● **Saved entries**
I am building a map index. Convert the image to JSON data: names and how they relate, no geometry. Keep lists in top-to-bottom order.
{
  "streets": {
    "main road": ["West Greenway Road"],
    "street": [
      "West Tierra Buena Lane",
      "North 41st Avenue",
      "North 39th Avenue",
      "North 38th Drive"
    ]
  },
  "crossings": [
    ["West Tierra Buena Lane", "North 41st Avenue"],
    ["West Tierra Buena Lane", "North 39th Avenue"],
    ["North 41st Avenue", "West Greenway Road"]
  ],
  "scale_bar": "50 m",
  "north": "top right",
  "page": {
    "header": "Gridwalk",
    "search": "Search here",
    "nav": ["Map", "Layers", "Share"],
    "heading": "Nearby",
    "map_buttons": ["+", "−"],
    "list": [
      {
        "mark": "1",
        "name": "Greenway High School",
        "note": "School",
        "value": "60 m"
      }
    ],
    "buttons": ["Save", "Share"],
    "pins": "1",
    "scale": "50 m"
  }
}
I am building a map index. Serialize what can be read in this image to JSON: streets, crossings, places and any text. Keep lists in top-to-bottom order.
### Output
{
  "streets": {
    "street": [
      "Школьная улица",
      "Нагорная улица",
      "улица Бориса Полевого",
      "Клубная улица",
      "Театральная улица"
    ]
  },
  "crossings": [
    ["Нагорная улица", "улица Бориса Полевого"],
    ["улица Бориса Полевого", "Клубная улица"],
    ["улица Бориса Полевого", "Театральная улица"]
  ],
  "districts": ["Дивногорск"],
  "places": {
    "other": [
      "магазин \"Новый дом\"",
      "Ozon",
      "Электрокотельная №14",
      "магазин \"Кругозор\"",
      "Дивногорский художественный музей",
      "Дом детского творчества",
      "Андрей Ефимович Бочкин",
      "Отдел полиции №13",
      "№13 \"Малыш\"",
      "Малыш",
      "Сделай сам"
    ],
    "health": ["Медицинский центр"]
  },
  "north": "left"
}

● **Task instructions**
Beginning with the line that contains "I am building a map index. Serialize", quote each line exactly through the last line of the entries above, and nothing beyond them.

● **Expected output**
I am building a map index. Serialize what can be read in this image to JSON: streets, crossings, places and any text. Keep lists in top-to-bottom order.
### Output
{
  "streets": {
    "street": [
      "Школьная улица",
      "Нагорная улица",
      "улица Бориса Полевого",
      "Клубная улица",
      "Театральная улица"
    ]
  },
  "crossings": [
    ["Нагорная улица", "улица Бориса Полевого"],
    ["улица Бориса Полевого", "Клубная улица"],
    ["улица Бориса Полевого", "Театральная улица"]
  ],
  "districts": ["Дивногорск"],
  "places": {
    "other": [
      "магазин \"Новый дом\"",
      "Ozon",
      "Электрокотельная №14",
      "магазин \"Кругозор\"",
      "Дивногорский художественный музей",
      "Дом детского творчества",
      "Андрей Ефимович Бочкин",
      "Отдел полиции №13",
      "№13 \"Малыш\"",
      "Малыш",
      "Сделай сам"
    ],
    "health": ["Медицинский центр"]
  },
  "north": "left"
}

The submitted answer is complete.